Prompt — In the lines below, output everything from the first line through the line containing "display:grid; place-items:center; width:54px;" exactly as it is. Pictures are not part of the output.

Dataset extract —
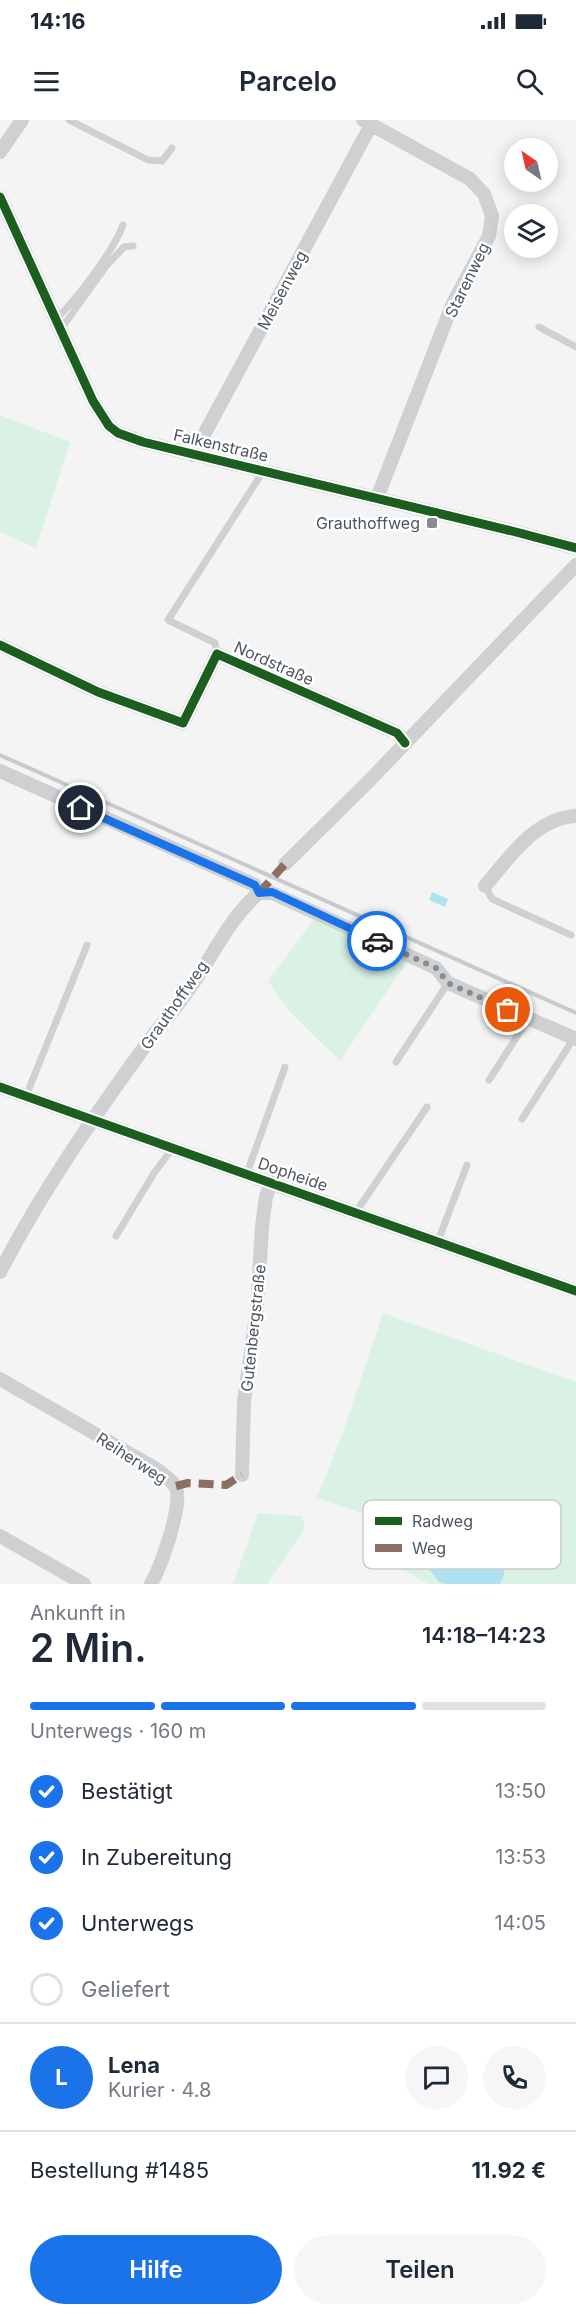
<!DOCTYPE html>
<html lang="de">
<head>
<meta charset="utf-8">
<style>
  :root { --surface:#fff; --page:#f6f6f7; --text:#1f2937; --muted:#747a83; --line:#e0e1e3; --accent:#1a73e8 }
  body { margin:0; font-family:Inter,sans-serif; background:var(--page); color:var(--text); height:100vh; display:flex; flex-direction:column; font-size:22px; white-space:nowrap }
  * { box-sizing:border-box; margin:0 }
  p { font-size:20px; color:var(--muted) }
  .icon { flex:none; width:33px; height:33px; fill:none; stroke:currentColor; stroke-width:2; stroke-linecap:round; stroke-linejoin:round }
  .map { position:relative; height:1464px; overflow:hidden }
  .panel { display:flex; flex-direction:column; background:var(--surface); flex:1 }
  .panel>* { flex:none }
  .needle { width:39px; rotate:326deg }
  .buttons { position:absolute; left:504px; top:18px; display:grid; gap:12px }
  .buttons a { display:grid; place-items:center; width:54px; height:54px; border-radius:50%; background:var(--surface); box-shadow:0 3px 15px #0003; font-size:30px }
  .pin { position:absolute; display:grid; place-items:center; width:51px; height:51px; color:#fff; margin:-26px; border:3px solid #fff; border-radius:50%; box-shadow:0 2px 6px #0007 }
  .courier { position:absolute; display:grid; place-items:center; width:60px; height:60px; margin:-30px; border:4px solid #1a73e8; border-radius:50%; background:#fff; color:#222; box-shadow:0 2px 8px #0007 }
  .headline em { font-style:normal; font-weight:600 }
  .headline div { display:flex; flex-direction:column-reverse }
  .headline { display:flex; align-items:center; justify-content:space-between; height:102px; padding:0 30px }
  h1 { font-size:39px; font-weight:600; line-height:45px }
  .bar { display:grid; grid-template-columns:repeat(4,1fr); gap:9px 6px; align-content:center; height:72px; padding:0 30px }
  .bar i { height:8px; border-radius:4px; background:var(--line) }
  .bar .active { background:var(--accent) }
  .bar p { grid-column:span 4 }
  .line { display:flex; align-items:center; gap:15px; padding:0 30px; border-top:2px solid var(--line) }
  .line div { flex:1 }
  .round { display:grid; place-items:center; flex:none; width:63px; height:63px; border-radius:32px; background:var(--page) }
  ol { padding:0 30px; list-style:none }
  li { display:flex; align-items:center; gap:18px; height:66px }
  li p { margin-inline-start:auto }
  li .icon { padding:6px; border-radius:50%; background:var(--accent); color:#fff; stroke-width:4 }
  li:last-child { color:var(--muted) }
  li i { width:33px; height:33px; border:3px solid var(--line); border-radius:50% }
  .cta { display:flex; gap:12px; margin-top:auto; padding:12px 30px }
  .cta a { flex:1; height:69px; border-radius:36px; background:var(--accent); color:#fff; font-size:24px; font-weight:600; line-height:69px; text-align:center }
  .cta a+a { background:var(--page); color:var(--text) }
  .status { display:flex; justify-content:space-between; align-items:center; height:42px; padding:0 30px; background:var(--surface); direction:ltr }
  .status svg { height:16px; fill:currentColor }
  header { display:flex; justify-content:space-between; align-items:center; height:78px; padding:0 30px; background:var(--surface); font-size:27px; font-weight:600 }
  .map>svg:first-child { display:block }
</style>
</head>
<body>
<div class="status"><b>14:16</b><svg viewBox="0 0 49 12"><path d="M0 12V9h3v3zM5 12V6h3v6zM10 12V3h3v9zM15 12V0h3v12zM26 1h20v11H26zM47 4h2v5h-2z"/></svg></div>
<header><svg class="icon" aria-label="menu" viewBox="0 0 24 24"><path d="M4 6h16M4 12h16M4 18h16"/></svg>Parcelo<svg class="icon" aria-label="search" viewBox="0 0 24 24"><circle cx="10" cy="10" r="6"/><path d="M15 15l6 6"/></svg></header>
<div class="map">
<svg width="576" height="1464" viewBox="0 0 576 1464">
  <rect width="100%" height="100%" fill="#f4f4f4"/>
  <!-- green -->
  <path fill="#d9f2e3" d="M 0,295 L 70,322 L 36,428 L 0,412 Z
    M 315,798 L 408,840 L 340,941 L 289,891 L 268,861 Z
    M 383,1193 L 576,1262 L 576,1464 L 500,1464 L 504,1455 L 492,1427 C 473,1429 469,1430 452,1418 L 439,1462 L 444,1464 L 428,1464 L 410,1453 L 390,1445 L 399,1406 L 317,1378 L 343,1312 Z
    M 258,1393 L 302,1396 L 305,1408 L 267,1464 L 233,1464 Z"/>
  <!-- water -->
  <path fill="#aee2f0" d="M 432,772 L 448,779 L 445,787 L 429,780 Z
    M 452,1418 C 458,1422 463,1427 469,1429 C 484,1431 487,1424 503,1433 L 504,1455 L 500,1464 L 444,1464 L 439,1462 L 429,1449 L 435,1429 Z"/>
  <g fill="none" stroke-linecap="round" stroke-linejoin="round">
    <!-- service -->
    <path stroke="#ced0d2" stroke-width="7" d="M 69,0 L 148,40 L 162,41 L 172,28
      M 56,199 C 76,180 114,130 123,105
      M 539,207 L 576,227
      M 61,209 L 107,145 L 124,127 L 133,126
      M 217,534 L 215,523 L 168,500 L 264,350
      M 485,766 L 492,779 L 571,815
      M 396,942 L 448,863
      M 489,960 L 529,898
      M 26,976 L 87,825
      M 522,999 L 574,918
      M 247,1053 L 285,947
      M 356,1092 L 427,987
      M 116,1116 L 154,1053 L 173,1028
      M 438,1121 L 467,1045"/>
    <!-- minor -->
    <path stroke="#ced0d2" stroke-width="14" d="M 363,0 L 470,59 L 484,74 L 492,96 L 489,116 L 453,183 L 377,378
      M 0,32 L 22,0
      M 0,77 L 93,281 L 109,306 L 118,313 L 143,322 L 512,411 L 576,428
      M 193,335 L 371,5
      M 0,525 L 98,572 L 183,603 L 217,534 L 397,613 L 405,623
      M 0,651 L 255,765 L 259,773
      M 285,744 L 369,661 L 576,445
      M 485,766 C 509,738 535,698 576,696
      M 259,773 L 272,773 L 436,848 L 448,863 L 576,919
      M 0,967 L 576,1171
      M 0,1152 C 42,1071 94,996 148,922 C 162,903 179,885 192,865 C 214,834 230,797 259,773
      M 0,1259 L 158,1350 C 163,1355 172,1360 175,1366 C 185,1382 160,1448 151,1464
      M 242,1355 L 244,1281 L 257,1189 L 262,1107 L 266,1076 L 272,1062
      M 0,1416 L 84,1464"/>
    <!-- rail -->
    <path stroke="#c9cacc" stroke-width="4" d="M 0,635 L 576,893"/>
    <!-- quiet -->
    <path stroke="#8d6e63" stroke-width="8" stroke-dasharray="15 8" stroke-linecap="butt" d="M 259,773 L 285,744
      M 176,1366 L 188,1363 L 226,1365 L 242,1355"/>
    <defs>
      <path id="cycleway" d="M 0,77 L 93,281 L 109,306 L 118,313 L 143,322 L 512,411 L 576,428
        M 0,525 L 98,572 L 183,603 L 217,534 L 397,613 L 405,623
        M 0,967 L 576,1171"/>
    </defs>
    <!-- cycleway casing -->
    <use href="#cycleway" stroke="#fff" stroke-width="13"/>
    <!-- cycleway -->
    <use href="#cycleway" stroke="#1b5e20" stroke-width="9"/>
  </g>
  <g fill="none" stroke-linecap="round" stroke-linejoin="round">
    <!-- done -->
    <path stroke="#868d94" stroke-width="6" stroke-dasharray="0 10.8" d="M 377,821 L 436,848 L 448,863 L 508,890"/>
    <!-- route -->
    <path stroke="#1a73e8" stroke-width="8" d="M 81,688 L 255,765 L 259,773 L 272,772 L 377,821"/>
  </g>
  <!-- markers -->
  <rect fill="#868d94" stroke="#fff" stroke-width="2" x="426" y="397" width="12" height="12" rx="3"/>
  <g text-anchor="middle" dominant-baseline="central" stroke-width="5" stroke-linejoin="round" paint-order="stroke">
    <!-- street labels -->
    <g font-size="16" fill="#4a5661" stroke="#fff">
      <text transform="translate(467 160) rotate(-64)">Starenweg</text>
      <text transform="translate(282 170) rotate(-62)">Meisenweg</text>
      <text transform="translate(221 325) rotate(13)">Falkenstraße</text>
      <text transform="translate(274 543) rotate(24)">Nordstraße</text>
      <text transform="translate(174 885) rotate(-55)">Grauthoffweg</text>
      <text transform="translate(293 1054) rotate(19)">Dopheide</text>
      <text transform="translate(253 1208) rotate(-84)">Gutenbergstraße</text>
      <text transform="translate(132 1338) rotate(33)">Reiherweg</text>
    </g>
    <!-- poi labels -->
    <g font-size="16" fill="#4a5661" stroke="#fff" text-anchor="end">
      <text x="420" y="403">Grauthoffweg</text>
    </g>
  </g>
  <!-- legend -->
  <rect x="363" y="1380" width="198" height="69" rx="9" fill="#fff" stroke="#c9ccd0" stroke-width="1.5"/>
  <rect x="375" y="1397" width="27" height="8" fill="#1b5e20"/>
  <rect x="375" y="1424" width="27" height="8" fill="#8d6e63"/>
  <g font-size="16" fill="#4a5661">
    <text x="412" y="1407">Radweg</text>
    <text x="412" y="1434">Weg</text>
  </g>
</svg>
<div class="buttons">
<a><svg class="needle" viewBox="-14 -14 28 28"><path d="M0-13l5 13h-10z" fill="#e53935"/><path d="M0 13l5-13h-10z" fill="#747a83"/></svg></a>
<a><svg class="icon" aria-label="layers" viewBox="0 0 24 24"><path d="M12 4l9 5-9 5-9-5zM3 14l9 5 9-5"/></svg></a>
</div>
<div class="pin" style="left:508px;top:890px;background:#ea580c"><svg class="icon" aria-label="bag" viewBox="0 0 24 24"><path d="M5 8h14l-1 12H6zM9 8a3 3 0 0 1 6 0"/></svg></div>
<div class="pin" style="left:81px;top:688px;background:#1f2937"><svg class="icon" aria-label="home" viewBox="0 0 24 24"><path d="M3 11l9-7 9 7M6 9v11h12V9"/></svg></div>
<div class="courier" style="left:377px;top:821px"><svg class="icon" aria-label="car" viewBox="0 0 24 24"><path d="M5 17H2v-5l4-1 3-4h7l3 4 3 1v5h-3M9 17h6M6 11h13"/><circle cx="7" cy="17" r="2"/><circle cx="17" cy="17" r="2"/></svg></div>
</div>
<section class="panel">
<div class="headline"><div><h1>2 Min.</h1><p>Ankunft in</p></div><em>14:18–14:23</em></div>
<div class="bar"><i class="active"></i><i class="active"></i><i class="active"></i><i></i><p>Unterwegs · 160 m</p></div>
<ol>
<li><svg class="icon" aria-label="check" viewBox="0 0 24 24"><path d="M5 12l5 5 9-10"/></svg>Bestätigt<p>13:50</p></li>
<li><svg class="icon" aria-label="check" viewBox="0 0 24 24"><path d="M5 12l5 5 9-10"/></svg>In Zubereitung<p>13:53</p></li>
<li><svg class="icon" aria-label="check" viewBox="0 0 24 24"><path d="M5 12l5 5 9-10"/></svg>Unterwegs<p>14:05</p></li>
<li><i></i>Geliefert</li>
</ol>
<div class="line" style="height:108px"><b class="round" style="background:var(--accent);color:#fff">L</b><div><b>Lena</b><p>Kurier · 4.8</p></div><a class="round"><svg class="icon" aria-label="chat" viewBox="0 0 24 24"><path d="M4 5h16v11H9l-5 4z"/></svg></a><a class="round"><svg class="icon" aria-label="phone" viewBox="0 0 24 24"><path d="M5 4h4l2 5-3 2q2 4 5 5l2-3 5 2v4C11 20 4 13 5 4z"/></svg></a></div>
<div class="line" style="height:78px"><div>Bestellung #1485</div><b>11.92 €</b></div>
<div class="cta"><a>Hilfe</a><a>Teilen</a></div>
</section>
</body>
</html>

Written answer —
<!DOCTYPE html>
<html lang="de">
<head>
<meta charset="utf-8">
<style>
  :root { --surface:#fff; --page:#f6f6f7; --text:#1f2937; --muted:#747a83; --line:#e0e1e3; --accent:#1a73e8 }
  body { margin:0; font-family:Inter,sans-serif; background:var(--page); color:var(--text); height:100vh; display:flex; flex-direction:column; font-size:22px; white-space:nowrap }
  * { box-sizing:border-box; margin:0 }
  p { font-size:20px; color:var(--muted) }
  .icon { flex:none; width:33px; height:33px; fill:none; stroke:currentColor; stroke-width:2; stroke-linecap:round; stroke-linejoin:round }
  .map { position:relative; height:1464px; overflow:hidden }
  .panel { display:flex; flex-direction:column; background:var(--surface); flex:1 }
  .panel>* { flex:none }
  .needle { width:39px; rotate:326deg }
  .buttons { position:absolute; left:504px; top:18px; display:grid; gap:12px }
  .buttons a { display:grid; place-items:center; width:54px; height:54px; border-radius:50%; background:var(--surface); box-shadow:0 3px 15px #0003; font-size:30px }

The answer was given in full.